Data supplied Block Start
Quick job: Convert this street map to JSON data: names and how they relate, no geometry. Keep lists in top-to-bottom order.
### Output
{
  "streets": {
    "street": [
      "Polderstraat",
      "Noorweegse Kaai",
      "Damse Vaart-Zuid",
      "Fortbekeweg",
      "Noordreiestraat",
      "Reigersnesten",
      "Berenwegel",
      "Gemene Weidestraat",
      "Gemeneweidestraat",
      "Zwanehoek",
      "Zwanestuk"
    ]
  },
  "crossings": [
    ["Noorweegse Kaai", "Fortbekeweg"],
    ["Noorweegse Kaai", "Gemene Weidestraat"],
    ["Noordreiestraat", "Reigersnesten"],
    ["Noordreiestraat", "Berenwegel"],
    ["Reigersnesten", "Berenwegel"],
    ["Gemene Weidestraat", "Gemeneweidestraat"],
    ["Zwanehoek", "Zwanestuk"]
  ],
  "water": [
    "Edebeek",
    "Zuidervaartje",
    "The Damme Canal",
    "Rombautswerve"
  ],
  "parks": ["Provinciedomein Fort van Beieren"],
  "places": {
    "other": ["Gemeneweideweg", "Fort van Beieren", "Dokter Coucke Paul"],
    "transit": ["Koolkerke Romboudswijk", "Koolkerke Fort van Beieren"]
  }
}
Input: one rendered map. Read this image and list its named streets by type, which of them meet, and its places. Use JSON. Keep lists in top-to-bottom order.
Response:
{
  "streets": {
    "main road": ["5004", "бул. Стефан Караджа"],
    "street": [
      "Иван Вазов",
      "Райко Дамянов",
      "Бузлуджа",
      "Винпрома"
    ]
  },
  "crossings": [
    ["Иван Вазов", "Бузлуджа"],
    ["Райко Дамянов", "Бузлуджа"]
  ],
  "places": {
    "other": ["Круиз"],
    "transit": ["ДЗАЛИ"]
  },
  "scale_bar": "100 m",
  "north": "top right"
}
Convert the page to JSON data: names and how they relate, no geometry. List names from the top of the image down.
Data supplied Block End
- Problem details -
Would you retype the records above without changing a word?

- Task solution -
Quick job: Convert this street map to JSON data: names and how they relate, no geometry. Keep lists in top-to-bottom order.
### Output
{
  "streets": {
    "street": [
      "Polderstraat",
      "Noorweegse Kaai",
      "Damse Vaart-Zuid",
      "Fortbekeweg",
      "Noordreiestraat",
      "Reigersnesten",
      "Berenwegel",
      "Gemene Weidestraat",
      "Gemeneweidestraat",
      "Zwanehoek",
      "Zwanestuk"
    ]
  },
  "crossings": [
    ["Noorweegse Kaai", "Fortbekeweg"],
    ["Noorweegse Kaai", "Gemene Weidestraat"],
    ["Noordreiestraat", "Reigersnesten"],
    ["Noordreiestraat", "Berenwegel"],
    ["Reigersnesten", "Berenwegel"],
    ["Gemene Weidestraat", "Gemeneweidestraat"],
    ["Zwanehoek", "Zwanestuk"]
  ],
  "water": [
    "Edebeek",
    "Zuidervaartje",
    "The Damme Canal",
    "Rombautswerve"
  ],
  "parks": ["Provinciedomein Fort van Beieren"],
  "places": {
    "other": ["Gemeneweideweg", "Fort van Beieren", "Dokter Coucke Paul"],
    "transit": ["Koolkerke Romboudswijk", "Koolkerke Fort van Beieren"]
  }
}
Input: one rendered map. Read this image and list its named streets by type, which of them meet, and its places. Use JSON. Keep lists in top-to-bottom order.
Response:
{
  "streets": {
    "main road": ["5004", "бул. Стефан Караджа"],
    "street": [
      "Иван Вазов",
      "Райко Дамянов",
      "Бузлуджа",
      "Винпрома"
    ]
  },
  "crossings": [
    ["Иван Вазов", "Бузлуджа"],
    ["Райко Дамянов", "Бузлуджа"]
  ],
  "places": {
    "other": ["Круиз"],
    "transit": ["ДЗАЛИ"]
  },
  "scale_bar": "100 m",
  "north": "top right"
}
Convert the page to JSON data: names and how they relate, no geometry. List names from the top of the image down.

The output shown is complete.